** Records for this exercise follows **

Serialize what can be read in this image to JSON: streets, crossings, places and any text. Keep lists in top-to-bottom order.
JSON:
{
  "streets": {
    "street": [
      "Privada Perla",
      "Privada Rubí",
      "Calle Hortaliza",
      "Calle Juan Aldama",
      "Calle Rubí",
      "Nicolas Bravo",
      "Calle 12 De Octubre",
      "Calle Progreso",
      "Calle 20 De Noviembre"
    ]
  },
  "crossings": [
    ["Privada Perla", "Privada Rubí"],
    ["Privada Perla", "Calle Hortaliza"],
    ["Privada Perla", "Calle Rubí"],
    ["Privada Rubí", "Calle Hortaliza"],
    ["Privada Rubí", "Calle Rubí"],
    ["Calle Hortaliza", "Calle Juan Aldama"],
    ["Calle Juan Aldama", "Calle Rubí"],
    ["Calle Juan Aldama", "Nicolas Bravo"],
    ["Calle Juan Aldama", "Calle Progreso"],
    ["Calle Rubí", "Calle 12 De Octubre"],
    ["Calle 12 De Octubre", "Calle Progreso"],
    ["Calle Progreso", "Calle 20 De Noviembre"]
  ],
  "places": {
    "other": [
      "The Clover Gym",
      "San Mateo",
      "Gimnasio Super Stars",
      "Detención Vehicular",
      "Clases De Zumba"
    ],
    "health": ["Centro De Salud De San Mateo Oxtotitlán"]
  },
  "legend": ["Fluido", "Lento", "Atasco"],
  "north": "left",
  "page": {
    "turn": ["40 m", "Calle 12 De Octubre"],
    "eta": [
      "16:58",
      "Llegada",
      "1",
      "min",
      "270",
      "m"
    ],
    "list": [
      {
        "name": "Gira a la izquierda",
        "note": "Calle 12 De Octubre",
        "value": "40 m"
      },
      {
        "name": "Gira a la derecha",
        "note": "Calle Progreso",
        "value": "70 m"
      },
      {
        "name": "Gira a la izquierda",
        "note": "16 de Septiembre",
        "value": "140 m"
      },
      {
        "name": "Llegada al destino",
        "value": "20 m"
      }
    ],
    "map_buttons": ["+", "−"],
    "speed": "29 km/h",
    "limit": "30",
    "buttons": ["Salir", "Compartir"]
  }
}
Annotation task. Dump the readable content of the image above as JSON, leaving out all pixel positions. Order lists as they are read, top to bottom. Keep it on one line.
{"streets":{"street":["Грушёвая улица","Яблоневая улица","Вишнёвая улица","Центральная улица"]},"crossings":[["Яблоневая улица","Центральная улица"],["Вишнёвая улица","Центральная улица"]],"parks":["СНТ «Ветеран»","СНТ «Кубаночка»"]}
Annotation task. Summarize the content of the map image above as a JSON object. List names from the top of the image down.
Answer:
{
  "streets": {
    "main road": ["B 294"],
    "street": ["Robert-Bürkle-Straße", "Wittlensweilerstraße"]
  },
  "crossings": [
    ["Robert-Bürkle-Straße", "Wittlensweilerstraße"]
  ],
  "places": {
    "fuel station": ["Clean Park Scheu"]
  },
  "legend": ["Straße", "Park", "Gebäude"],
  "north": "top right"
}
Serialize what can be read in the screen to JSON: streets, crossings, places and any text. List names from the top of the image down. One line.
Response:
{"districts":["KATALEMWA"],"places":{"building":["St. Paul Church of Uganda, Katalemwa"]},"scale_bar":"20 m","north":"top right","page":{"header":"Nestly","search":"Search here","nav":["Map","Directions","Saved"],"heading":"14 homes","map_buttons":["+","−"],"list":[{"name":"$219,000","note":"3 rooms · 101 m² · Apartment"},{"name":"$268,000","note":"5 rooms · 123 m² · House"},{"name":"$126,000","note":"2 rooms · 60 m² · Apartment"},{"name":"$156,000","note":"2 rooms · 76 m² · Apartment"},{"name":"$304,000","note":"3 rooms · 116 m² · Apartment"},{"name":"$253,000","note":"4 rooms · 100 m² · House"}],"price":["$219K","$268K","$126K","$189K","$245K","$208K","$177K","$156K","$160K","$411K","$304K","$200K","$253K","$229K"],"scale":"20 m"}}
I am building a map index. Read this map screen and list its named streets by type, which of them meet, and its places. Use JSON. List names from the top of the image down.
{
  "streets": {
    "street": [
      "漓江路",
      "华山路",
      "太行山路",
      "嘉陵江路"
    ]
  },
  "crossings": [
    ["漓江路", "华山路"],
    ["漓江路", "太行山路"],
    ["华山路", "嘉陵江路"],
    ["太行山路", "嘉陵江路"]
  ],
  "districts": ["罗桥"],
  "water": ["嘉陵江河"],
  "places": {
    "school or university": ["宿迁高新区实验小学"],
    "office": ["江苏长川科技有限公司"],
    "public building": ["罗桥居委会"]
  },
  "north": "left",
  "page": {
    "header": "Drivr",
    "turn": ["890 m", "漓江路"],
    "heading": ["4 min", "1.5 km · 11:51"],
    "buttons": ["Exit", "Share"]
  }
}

** End of Records for this exercise **

What is required →
Copy every line in the data above that has the string "text" in it.

Written reply →
Serialize what can be read in this image to JSON: streets, crossings, places and any text. Keep lists in top-to-bottom order.
Serialize what can be read in the screen to JSON: streets, crossings, places and any text. List names from the top of the image down. One line.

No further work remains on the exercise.